Outside the old 4H building the farm equipment is slowly sinking like dinosaur skeletons into tarpits. Even with their flat tires and diesel engines heaving towards the ground they are still things that look hungry and howl as the north wind blasts through their gears and scythes carrying their cold metal in its teeth. the wind breathes up dirt and almost-snow to blow it through the long pens to bite the livestock...
but now there aint even a hoofprint to be seen; the sheep long since been sold
and the cows don't give milk no more for the arthritic hands of gnarled farmers who are themselves fossilizing under their quilts back in the hills somewhere. theres no Now here. Shit, even the brass name plates up front havent been updated since EDNA SOMMERS 1988.
however. tonight the lights are all on, and you step inside the 4H hall and it's more people even then youd see at the twice-weekly AA meetings, more people since the last great farm wife gave up the ghost and gingerbread squaredances some time back.
The big room is warm and packed and it smells like stew and wet winter jackets.
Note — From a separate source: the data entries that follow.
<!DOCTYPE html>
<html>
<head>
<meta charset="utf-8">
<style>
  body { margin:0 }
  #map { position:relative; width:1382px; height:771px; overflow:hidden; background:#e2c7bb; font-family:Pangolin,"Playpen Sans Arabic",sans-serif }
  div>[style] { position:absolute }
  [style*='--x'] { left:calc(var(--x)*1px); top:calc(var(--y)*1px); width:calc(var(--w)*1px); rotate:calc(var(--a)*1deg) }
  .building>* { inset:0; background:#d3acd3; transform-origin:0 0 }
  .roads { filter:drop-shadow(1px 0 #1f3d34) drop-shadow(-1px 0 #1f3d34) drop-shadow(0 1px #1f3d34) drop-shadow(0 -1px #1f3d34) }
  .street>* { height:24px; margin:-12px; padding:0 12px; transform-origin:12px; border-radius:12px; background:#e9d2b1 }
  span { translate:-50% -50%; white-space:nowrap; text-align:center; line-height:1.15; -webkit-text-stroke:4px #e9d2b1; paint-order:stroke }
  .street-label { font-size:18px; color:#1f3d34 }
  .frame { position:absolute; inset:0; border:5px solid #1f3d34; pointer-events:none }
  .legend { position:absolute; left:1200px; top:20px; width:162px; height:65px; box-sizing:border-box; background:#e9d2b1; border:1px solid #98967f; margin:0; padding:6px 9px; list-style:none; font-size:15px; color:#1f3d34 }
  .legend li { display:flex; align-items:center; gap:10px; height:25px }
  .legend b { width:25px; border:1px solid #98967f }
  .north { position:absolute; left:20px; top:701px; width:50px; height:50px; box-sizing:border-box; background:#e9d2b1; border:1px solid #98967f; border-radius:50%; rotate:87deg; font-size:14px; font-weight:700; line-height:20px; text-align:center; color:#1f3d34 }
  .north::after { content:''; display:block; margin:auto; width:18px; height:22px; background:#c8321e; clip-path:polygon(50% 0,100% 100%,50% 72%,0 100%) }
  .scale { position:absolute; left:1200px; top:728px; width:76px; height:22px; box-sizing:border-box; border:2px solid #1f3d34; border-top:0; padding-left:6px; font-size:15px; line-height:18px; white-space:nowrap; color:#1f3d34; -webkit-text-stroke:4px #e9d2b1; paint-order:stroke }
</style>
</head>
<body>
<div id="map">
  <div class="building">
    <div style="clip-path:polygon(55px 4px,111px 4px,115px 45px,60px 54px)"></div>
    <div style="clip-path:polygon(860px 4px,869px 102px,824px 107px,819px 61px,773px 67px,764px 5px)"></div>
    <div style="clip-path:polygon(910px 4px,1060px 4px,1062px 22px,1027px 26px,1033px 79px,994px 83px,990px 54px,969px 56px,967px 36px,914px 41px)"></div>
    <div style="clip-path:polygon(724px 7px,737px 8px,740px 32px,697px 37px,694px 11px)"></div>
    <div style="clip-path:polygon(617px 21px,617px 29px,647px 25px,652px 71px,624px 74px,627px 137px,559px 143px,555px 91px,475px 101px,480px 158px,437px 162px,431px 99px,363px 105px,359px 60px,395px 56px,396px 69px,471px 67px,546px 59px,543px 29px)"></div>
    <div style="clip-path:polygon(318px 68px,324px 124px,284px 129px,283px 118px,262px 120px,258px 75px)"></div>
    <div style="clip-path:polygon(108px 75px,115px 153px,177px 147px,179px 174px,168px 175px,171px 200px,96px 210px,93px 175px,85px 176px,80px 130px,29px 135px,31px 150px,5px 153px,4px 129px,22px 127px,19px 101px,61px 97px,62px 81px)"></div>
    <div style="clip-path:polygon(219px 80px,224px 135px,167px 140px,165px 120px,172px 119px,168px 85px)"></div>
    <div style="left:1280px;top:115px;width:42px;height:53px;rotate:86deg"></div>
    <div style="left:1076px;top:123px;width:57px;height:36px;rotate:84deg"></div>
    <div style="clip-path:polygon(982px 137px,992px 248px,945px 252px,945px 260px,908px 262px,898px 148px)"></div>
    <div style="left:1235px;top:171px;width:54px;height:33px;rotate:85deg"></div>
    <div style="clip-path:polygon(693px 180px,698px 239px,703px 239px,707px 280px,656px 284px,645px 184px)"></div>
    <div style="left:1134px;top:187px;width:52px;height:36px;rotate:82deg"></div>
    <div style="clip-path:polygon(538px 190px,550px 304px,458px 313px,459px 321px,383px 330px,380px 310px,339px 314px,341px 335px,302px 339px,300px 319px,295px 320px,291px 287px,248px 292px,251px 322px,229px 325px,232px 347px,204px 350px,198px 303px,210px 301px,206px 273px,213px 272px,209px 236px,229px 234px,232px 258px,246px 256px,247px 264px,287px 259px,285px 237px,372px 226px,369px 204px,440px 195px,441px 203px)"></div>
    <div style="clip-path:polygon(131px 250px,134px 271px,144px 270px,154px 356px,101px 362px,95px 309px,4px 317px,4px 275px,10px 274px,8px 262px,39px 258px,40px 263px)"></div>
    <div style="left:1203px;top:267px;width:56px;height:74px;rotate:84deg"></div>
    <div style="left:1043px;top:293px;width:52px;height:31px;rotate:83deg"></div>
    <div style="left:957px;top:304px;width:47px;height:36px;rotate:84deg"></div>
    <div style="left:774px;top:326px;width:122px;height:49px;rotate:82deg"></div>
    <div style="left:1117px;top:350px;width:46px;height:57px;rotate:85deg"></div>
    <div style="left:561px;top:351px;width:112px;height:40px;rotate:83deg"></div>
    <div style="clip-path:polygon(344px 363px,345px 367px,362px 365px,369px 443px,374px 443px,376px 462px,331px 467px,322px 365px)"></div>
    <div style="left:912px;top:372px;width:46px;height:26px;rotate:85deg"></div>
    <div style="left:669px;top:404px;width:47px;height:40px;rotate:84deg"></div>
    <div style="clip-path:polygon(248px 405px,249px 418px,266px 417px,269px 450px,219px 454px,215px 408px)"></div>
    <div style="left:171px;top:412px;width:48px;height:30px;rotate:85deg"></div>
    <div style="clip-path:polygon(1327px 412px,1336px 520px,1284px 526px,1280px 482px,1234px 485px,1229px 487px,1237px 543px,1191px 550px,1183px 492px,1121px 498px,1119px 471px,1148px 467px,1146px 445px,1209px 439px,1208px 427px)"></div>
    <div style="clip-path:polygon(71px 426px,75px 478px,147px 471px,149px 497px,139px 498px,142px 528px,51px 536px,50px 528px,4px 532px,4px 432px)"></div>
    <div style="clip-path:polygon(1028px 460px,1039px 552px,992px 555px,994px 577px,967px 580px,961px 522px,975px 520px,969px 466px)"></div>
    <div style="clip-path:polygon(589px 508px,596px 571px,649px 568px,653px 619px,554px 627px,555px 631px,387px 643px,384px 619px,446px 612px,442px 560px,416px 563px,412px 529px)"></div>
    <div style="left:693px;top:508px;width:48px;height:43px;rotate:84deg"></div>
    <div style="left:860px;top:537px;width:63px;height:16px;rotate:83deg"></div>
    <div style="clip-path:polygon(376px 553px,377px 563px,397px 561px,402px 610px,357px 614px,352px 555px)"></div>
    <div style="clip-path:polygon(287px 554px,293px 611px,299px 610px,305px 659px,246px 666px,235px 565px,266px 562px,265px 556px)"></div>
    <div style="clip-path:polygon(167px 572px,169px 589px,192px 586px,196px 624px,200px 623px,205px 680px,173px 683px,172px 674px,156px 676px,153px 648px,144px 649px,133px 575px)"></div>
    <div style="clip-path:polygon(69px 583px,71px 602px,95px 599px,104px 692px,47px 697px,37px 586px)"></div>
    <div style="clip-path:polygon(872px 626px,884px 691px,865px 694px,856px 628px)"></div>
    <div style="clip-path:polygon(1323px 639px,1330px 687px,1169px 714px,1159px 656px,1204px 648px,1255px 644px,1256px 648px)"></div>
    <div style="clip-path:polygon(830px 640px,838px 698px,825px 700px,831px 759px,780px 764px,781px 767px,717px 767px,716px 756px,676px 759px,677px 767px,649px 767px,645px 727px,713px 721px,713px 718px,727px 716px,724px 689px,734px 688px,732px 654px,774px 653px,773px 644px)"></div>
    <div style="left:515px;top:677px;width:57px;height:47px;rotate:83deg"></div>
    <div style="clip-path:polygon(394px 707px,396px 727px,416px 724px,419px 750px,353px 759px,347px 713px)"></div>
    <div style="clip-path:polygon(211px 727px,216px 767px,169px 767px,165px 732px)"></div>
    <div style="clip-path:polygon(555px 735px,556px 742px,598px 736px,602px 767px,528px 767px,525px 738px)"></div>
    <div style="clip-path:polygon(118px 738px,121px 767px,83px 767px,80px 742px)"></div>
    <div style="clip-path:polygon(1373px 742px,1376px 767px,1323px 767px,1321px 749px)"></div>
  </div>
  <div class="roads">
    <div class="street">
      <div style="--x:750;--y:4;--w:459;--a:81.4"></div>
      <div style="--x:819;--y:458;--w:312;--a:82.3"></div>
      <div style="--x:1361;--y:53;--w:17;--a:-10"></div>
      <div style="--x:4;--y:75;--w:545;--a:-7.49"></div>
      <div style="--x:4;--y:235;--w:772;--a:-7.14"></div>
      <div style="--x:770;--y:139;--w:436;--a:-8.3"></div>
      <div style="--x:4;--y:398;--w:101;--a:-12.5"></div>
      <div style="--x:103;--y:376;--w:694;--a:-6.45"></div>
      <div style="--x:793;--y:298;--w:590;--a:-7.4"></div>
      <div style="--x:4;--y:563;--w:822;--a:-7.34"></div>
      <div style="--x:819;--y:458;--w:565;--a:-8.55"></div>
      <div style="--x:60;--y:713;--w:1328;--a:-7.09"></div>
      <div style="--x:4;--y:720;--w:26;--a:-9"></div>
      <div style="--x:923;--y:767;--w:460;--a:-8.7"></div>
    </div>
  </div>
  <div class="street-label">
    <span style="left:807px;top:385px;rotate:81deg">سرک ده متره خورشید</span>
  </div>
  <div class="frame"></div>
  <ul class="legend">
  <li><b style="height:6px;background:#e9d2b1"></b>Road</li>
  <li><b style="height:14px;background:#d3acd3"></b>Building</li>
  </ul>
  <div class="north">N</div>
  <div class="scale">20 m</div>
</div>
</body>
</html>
There's frybread going and women four times my age are sitting in metal fold-up chairs, telling jokes in Dakota, and laughing rusty laughs.
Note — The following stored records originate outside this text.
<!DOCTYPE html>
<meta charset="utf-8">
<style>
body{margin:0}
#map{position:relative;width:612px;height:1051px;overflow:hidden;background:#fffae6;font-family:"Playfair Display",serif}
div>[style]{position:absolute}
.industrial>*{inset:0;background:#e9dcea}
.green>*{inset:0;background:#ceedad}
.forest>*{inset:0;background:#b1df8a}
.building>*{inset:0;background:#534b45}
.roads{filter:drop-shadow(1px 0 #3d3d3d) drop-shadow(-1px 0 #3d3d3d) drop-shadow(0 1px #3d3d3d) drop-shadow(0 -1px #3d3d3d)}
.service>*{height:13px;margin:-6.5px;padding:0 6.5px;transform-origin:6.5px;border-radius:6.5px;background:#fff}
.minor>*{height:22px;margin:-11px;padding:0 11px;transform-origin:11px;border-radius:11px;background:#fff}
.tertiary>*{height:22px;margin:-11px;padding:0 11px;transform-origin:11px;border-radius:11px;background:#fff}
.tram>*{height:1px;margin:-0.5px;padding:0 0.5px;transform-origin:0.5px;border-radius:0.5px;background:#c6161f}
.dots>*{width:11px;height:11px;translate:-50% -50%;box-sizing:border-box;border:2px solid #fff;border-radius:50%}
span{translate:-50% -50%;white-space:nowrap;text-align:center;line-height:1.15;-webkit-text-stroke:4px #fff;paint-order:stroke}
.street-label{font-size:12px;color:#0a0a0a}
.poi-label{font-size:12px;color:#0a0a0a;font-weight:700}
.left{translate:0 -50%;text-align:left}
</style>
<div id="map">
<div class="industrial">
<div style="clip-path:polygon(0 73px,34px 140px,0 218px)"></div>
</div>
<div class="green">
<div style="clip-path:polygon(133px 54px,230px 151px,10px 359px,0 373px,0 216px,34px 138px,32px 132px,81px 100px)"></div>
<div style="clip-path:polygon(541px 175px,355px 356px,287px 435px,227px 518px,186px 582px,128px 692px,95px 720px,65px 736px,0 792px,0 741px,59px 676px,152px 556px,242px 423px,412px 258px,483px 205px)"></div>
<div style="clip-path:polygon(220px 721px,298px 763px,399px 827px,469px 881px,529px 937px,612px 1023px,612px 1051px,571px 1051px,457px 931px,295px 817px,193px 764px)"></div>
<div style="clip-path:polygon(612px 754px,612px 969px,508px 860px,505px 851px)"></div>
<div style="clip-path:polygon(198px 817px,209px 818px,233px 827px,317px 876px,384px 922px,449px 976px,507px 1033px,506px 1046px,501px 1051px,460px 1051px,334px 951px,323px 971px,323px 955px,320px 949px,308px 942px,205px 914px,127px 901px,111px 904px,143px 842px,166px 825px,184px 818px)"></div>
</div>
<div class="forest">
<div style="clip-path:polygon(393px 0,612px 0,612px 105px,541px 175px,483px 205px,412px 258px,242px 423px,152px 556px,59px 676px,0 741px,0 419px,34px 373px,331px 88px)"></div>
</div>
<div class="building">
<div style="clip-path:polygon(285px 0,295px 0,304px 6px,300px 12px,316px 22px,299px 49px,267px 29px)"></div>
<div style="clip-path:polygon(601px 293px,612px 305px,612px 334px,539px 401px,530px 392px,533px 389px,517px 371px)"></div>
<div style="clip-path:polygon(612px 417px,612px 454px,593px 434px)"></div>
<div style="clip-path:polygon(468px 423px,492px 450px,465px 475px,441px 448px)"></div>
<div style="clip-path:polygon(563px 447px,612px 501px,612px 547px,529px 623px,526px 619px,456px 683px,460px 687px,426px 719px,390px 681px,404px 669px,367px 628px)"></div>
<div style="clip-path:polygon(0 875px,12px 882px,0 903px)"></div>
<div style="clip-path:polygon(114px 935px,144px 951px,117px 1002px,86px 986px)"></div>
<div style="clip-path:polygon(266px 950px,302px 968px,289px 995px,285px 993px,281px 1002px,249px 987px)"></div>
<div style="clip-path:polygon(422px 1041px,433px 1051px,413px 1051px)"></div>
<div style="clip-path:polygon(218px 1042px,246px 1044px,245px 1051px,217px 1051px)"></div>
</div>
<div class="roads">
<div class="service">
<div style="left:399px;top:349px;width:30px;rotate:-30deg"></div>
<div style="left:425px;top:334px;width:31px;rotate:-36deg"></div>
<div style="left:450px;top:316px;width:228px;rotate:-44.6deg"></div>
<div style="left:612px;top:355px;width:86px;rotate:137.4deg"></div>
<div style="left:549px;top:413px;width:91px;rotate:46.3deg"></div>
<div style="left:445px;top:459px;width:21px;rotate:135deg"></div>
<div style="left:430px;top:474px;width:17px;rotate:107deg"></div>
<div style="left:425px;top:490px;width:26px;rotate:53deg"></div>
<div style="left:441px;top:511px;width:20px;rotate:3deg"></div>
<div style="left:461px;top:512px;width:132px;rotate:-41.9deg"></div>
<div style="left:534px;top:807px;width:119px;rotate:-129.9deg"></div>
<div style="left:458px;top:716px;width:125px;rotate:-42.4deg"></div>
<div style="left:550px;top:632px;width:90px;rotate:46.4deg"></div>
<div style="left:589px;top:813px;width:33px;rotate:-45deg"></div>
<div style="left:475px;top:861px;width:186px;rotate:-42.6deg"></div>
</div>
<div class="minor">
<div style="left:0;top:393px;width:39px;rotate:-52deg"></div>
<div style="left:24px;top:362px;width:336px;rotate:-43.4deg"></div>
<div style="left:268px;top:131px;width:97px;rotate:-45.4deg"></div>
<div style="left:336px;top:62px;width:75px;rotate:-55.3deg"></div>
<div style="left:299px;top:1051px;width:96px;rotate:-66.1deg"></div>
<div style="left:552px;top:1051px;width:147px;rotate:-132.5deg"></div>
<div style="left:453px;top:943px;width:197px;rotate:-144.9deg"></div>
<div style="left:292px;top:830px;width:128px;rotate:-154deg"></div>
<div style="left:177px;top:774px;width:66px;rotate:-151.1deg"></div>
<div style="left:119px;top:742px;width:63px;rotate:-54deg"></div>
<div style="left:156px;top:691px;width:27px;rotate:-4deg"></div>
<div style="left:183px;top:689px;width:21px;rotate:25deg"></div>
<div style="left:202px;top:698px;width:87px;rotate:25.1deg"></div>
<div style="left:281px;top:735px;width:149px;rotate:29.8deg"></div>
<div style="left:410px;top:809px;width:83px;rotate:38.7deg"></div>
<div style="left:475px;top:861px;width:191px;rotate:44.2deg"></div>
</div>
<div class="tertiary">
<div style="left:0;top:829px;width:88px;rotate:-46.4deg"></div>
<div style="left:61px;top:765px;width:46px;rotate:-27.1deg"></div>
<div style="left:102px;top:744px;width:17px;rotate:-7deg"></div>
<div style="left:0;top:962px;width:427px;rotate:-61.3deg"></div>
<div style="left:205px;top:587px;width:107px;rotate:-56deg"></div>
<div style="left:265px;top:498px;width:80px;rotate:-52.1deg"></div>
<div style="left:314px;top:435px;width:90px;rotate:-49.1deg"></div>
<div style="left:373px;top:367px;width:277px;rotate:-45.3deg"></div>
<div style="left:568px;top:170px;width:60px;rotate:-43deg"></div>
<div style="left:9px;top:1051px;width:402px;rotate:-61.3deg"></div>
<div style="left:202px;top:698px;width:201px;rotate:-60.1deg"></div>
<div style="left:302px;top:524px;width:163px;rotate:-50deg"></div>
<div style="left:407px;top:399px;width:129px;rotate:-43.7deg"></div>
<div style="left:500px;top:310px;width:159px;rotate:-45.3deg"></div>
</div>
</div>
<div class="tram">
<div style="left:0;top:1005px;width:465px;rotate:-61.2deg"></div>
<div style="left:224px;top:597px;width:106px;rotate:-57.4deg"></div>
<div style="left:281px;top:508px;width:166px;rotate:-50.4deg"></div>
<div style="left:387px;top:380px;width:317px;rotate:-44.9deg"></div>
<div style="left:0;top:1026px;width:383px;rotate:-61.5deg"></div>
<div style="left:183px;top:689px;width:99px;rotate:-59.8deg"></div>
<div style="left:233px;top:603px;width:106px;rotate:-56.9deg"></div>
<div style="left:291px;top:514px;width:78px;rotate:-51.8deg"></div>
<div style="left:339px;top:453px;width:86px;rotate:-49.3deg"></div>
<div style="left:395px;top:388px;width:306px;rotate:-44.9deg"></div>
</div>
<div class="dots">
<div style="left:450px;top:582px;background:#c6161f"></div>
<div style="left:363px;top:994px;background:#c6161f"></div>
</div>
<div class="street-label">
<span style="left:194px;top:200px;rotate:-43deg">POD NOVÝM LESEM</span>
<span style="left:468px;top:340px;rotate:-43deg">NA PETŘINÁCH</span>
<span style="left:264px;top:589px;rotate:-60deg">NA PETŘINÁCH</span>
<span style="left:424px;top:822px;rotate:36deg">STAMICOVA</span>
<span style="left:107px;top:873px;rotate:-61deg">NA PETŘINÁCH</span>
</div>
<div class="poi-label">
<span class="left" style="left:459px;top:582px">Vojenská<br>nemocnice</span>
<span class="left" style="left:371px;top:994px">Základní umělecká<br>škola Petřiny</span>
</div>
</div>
Their many dozen greatgrandchildren are dancing around to the drum in the corner which is beating so deep the linoleum is shaking. The younger kids have started their own ritual of knocking over sodas, getting more cake, repeat.
Then suddenly the drum stops, the room falls silent and draws in a breath.
those up front start this low song that builds and charges the air with all the aching heaviness of the time we have that never stops moving even as our tongues fall away,this thing that keeps walking past all this taken land to leave everyone eventually.